■ THE DATA:

•••••

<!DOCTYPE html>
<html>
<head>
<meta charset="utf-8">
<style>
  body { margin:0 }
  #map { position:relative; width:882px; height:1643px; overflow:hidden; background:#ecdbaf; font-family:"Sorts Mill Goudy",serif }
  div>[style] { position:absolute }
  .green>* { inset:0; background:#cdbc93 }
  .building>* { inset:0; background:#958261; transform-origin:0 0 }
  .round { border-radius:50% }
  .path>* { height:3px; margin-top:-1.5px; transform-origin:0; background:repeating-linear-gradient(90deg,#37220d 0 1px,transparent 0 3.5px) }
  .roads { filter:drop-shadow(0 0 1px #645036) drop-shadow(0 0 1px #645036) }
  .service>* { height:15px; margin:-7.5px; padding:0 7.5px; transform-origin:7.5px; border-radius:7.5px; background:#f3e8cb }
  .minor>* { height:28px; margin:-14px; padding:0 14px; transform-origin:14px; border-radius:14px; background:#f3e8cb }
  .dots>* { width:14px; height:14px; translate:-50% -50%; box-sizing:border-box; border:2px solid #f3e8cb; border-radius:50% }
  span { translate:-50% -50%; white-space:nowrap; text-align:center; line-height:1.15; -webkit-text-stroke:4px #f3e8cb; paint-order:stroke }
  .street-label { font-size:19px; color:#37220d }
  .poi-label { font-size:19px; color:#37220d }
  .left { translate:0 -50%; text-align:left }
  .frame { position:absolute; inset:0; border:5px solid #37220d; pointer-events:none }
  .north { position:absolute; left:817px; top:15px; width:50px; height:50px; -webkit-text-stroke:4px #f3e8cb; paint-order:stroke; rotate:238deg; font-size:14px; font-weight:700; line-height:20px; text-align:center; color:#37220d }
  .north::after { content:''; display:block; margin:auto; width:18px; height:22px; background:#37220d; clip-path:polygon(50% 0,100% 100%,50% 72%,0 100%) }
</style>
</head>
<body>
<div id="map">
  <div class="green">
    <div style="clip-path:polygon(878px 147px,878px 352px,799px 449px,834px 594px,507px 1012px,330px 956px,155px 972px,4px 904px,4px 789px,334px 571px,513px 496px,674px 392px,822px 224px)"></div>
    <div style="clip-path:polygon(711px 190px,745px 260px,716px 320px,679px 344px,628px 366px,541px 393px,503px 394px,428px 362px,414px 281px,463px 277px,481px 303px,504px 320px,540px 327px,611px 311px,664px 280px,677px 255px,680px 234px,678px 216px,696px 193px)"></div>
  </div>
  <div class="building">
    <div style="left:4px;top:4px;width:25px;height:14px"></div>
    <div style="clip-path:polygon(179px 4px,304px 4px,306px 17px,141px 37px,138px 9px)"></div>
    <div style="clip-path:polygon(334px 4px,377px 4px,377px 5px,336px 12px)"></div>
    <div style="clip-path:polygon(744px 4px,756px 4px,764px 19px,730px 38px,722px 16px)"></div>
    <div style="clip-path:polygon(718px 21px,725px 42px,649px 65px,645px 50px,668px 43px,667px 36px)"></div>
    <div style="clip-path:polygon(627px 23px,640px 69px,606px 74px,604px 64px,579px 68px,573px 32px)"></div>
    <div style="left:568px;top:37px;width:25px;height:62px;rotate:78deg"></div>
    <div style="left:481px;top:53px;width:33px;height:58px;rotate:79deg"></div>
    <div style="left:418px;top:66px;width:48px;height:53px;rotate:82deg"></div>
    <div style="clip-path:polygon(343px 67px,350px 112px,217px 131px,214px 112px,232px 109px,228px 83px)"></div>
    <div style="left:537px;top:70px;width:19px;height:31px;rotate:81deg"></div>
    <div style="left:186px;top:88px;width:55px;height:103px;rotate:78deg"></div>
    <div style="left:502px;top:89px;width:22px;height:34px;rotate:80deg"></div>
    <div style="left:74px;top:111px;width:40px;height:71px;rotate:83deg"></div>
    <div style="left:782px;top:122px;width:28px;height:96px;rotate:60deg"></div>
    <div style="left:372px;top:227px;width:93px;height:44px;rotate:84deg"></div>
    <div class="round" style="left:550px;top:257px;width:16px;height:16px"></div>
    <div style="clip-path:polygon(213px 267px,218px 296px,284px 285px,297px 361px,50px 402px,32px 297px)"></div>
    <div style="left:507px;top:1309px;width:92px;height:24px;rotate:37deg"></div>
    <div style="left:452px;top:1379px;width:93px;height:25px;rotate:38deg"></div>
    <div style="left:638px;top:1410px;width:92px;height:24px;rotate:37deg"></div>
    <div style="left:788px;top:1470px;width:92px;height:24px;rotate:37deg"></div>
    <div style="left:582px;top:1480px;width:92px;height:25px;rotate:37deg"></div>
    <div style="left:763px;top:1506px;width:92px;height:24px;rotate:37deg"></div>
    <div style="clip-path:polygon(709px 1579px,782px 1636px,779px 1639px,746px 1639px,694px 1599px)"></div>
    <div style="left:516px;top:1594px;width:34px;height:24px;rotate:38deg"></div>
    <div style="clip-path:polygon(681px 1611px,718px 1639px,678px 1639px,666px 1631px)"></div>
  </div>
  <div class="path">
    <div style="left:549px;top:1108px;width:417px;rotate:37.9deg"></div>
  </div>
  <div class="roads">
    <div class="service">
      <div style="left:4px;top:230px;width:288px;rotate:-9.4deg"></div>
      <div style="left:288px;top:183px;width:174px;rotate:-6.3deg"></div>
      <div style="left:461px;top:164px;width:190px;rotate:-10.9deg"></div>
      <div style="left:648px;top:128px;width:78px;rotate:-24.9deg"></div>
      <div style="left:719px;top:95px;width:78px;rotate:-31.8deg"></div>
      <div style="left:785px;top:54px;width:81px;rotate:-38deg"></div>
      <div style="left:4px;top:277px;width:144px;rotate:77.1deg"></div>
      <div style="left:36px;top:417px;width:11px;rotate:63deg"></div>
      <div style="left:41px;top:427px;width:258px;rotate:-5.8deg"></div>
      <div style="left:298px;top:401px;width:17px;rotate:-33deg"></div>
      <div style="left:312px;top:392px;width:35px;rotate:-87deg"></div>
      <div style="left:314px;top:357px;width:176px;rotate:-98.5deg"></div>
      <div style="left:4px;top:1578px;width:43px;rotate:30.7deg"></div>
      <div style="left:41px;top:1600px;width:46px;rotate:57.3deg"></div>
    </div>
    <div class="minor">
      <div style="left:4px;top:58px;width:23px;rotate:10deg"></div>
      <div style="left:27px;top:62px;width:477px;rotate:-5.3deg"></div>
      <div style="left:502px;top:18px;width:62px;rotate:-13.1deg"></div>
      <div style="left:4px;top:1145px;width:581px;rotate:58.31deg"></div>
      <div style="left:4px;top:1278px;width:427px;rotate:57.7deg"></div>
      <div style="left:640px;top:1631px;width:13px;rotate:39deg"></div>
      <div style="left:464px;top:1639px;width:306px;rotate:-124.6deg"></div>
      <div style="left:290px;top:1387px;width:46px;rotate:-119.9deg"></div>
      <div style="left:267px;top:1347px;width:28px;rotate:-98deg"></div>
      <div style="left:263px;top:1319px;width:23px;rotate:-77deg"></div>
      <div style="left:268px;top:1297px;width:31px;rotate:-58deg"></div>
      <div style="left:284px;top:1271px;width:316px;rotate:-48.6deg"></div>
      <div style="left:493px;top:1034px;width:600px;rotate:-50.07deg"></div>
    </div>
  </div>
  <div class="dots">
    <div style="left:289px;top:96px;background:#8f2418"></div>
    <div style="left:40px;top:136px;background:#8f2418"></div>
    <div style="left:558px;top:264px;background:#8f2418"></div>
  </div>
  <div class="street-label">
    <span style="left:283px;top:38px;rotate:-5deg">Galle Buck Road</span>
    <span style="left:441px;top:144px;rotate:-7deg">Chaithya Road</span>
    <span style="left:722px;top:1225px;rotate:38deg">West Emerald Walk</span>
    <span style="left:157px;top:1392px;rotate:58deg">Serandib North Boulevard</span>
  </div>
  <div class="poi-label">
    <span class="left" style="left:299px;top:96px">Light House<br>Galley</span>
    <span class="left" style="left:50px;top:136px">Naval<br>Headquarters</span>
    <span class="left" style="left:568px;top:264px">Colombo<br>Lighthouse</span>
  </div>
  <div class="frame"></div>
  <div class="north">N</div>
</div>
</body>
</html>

•••••

■ EXERCISE:
Filter the listing for the word "service" and copy each line that has it.

■ ANSWER BOX:
  .service>* { height:15px; margin:-7.5px; padding:0 7.5px; transform-origin:7.5px; border-radius:7.5px; background:#f3e8cb }
    <div class="service">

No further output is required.